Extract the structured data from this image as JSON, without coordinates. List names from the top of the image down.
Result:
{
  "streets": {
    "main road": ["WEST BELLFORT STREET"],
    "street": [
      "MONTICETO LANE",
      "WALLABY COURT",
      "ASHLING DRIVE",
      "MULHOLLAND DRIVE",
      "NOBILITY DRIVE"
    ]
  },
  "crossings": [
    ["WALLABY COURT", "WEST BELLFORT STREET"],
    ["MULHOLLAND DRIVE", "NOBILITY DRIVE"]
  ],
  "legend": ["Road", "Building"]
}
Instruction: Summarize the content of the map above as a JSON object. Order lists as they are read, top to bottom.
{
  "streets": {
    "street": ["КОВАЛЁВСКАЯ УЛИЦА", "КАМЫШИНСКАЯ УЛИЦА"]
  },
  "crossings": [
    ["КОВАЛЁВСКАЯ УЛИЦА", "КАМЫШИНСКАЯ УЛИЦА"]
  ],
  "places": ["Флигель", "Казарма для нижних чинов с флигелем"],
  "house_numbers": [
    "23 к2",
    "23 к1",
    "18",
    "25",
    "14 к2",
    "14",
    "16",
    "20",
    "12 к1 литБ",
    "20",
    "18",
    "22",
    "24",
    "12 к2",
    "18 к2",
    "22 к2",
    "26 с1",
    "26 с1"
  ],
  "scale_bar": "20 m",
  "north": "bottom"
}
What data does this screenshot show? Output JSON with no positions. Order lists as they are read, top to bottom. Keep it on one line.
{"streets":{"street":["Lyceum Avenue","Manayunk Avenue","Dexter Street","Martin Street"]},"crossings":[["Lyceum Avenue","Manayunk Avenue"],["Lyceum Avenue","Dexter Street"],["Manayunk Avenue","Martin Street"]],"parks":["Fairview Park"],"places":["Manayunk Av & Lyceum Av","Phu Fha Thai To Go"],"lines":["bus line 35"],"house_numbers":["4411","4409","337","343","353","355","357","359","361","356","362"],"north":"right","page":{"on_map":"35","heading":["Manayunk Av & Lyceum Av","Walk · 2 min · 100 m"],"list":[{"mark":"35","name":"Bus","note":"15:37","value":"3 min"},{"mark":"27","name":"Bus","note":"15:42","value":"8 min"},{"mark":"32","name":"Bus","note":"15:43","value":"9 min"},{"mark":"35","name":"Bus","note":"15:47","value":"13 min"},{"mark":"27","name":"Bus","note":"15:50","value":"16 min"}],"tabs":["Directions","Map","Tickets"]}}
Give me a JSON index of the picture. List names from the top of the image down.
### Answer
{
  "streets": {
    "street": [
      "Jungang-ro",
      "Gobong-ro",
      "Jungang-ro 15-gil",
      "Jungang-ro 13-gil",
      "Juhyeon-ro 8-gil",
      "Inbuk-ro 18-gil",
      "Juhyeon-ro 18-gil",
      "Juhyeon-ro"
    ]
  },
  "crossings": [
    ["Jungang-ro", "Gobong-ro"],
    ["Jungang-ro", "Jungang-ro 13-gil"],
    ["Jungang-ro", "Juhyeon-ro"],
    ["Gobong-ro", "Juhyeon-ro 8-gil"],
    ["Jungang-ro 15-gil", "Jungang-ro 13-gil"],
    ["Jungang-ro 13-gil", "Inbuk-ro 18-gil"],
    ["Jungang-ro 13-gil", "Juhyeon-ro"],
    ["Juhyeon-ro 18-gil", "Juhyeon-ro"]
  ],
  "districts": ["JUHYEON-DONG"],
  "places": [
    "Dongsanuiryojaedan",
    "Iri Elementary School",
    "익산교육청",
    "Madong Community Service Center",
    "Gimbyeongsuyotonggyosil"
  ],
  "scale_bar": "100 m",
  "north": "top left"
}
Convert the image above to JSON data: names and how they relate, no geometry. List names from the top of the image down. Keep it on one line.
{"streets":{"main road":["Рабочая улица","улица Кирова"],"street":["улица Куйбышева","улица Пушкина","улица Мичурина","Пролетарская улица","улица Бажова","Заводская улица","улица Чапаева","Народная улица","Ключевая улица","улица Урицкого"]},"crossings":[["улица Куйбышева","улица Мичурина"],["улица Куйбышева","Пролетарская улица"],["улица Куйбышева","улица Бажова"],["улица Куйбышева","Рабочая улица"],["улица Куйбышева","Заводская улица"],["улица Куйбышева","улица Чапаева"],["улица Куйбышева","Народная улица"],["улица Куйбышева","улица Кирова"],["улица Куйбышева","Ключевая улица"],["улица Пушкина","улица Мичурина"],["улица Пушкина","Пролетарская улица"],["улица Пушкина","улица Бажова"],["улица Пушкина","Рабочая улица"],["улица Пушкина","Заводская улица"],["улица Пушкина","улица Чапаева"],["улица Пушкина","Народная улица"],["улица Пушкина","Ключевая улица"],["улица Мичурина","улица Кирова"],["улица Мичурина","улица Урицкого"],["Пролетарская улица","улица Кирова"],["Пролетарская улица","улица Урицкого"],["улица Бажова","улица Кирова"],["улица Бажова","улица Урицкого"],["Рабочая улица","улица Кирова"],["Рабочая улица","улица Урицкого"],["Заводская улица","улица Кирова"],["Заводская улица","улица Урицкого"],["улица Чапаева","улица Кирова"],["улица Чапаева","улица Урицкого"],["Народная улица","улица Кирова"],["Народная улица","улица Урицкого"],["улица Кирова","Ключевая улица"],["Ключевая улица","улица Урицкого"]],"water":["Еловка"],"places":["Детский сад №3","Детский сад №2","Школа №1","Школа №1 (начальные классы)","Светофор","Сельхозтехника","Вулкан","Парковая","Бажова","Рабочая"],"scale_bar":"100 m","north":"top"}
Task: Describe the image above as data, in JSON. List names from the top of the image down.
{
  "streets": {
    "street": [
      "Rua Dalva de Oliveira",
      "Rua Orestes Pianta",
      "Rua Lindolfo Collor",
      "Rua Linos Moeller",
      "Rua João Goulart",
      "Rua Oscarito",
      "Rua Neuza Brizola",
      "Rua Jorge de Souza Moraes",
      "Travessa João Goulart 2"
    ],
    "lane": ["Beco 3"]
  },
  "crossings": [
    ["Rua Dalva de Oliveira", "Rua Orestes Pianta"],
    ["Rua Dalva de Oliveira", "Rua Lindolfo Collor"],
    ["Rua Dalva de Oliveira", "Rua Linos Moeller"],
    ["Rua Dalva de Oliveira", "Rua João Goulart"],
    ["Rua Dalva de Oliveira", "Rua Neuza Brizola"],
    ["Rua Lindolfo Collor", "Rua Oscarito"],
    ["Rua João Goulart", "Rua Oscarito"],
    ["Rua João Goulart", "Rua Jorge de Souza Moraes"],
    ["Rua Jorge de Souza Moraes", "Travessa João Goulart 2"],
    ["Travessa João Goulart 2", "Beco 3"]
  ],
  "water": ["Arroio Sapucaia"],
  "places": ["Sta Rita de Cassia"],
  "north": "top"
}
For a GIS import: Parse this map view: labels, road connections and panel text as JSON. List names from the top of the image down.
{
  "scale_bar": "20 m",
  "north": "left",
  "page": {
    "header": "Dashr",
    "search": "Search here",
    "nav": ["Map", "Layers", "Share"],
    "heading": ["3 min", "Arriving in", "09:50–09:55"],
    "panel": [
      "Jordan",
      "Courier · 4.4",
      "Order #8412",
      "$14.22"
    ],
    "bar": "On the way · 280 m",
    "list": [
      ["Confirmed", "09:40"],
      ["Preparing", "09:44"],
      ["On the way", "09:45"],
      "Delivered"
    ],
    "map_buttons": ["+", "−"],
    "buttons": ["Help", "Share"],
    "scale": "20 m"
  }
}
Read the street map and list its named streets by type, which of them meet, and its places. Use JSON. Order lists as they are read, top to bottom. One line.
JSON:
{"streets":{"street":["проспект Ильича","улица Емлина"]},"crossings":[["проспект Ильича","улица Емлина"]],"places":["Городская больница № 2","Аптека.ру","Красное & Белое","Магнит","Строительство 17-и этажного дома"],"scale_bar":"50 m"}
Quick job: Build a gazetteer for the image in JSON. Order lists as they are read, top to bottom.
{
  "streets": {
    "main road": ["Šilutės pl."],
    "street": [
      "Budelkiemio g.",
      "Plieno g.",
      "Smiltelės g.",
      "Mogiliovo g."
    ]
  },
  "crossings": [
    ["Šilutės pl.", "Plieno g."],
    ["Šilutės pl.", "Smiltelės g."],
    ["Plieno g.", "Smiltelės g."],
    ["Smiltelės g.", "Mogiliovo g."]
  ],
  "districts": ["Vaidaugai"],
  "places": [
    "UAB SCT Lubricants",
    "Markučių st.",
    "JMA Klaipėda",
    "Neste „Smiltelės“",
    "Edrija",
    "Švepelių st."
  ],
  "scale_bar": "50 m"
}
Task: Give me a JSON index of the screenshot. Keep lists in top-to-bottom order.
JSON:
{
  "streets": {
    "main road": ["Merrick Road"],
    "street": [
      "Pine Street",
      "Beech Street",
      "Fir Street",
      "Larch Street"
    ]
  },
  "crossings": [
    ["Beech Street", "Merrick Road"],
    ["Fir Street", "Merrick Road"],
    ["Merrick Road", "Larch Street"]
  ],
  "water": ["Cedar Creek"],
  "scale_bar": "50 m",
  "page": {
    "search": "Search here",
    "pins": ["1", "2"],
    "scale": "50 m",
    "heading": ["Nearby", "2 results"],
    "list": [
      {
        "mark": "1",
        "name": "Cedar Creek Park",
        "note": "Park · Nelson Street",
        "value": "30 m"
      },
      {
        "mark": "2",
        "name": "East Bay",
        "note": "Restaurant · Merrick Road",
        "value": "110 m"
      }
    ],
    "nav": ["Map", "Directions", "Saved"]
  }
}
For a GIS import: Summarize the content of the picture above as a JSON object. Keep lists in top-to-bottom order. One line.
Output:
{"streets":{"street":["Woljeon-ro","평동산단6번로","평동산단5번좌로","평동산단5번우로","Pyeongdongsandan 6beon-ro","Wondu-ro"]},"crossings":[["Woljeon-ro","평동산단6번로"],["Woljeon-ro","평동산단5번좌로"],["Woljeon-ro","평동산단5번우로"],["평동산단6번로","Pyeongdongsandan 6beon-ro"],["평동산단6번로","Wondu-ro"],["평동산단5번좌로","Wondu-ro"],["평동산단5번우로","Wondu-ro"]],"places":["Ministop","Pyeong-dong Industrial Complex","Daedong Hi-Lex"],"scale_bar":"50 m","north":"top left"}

☆ ☆ ☆ ☆

Show all lines above holding the word "Inbuk".

      "Inbuk-ro 18-gil",
    ["Jungang-ro 13-gil", "Inbuk-ro 18-gil"],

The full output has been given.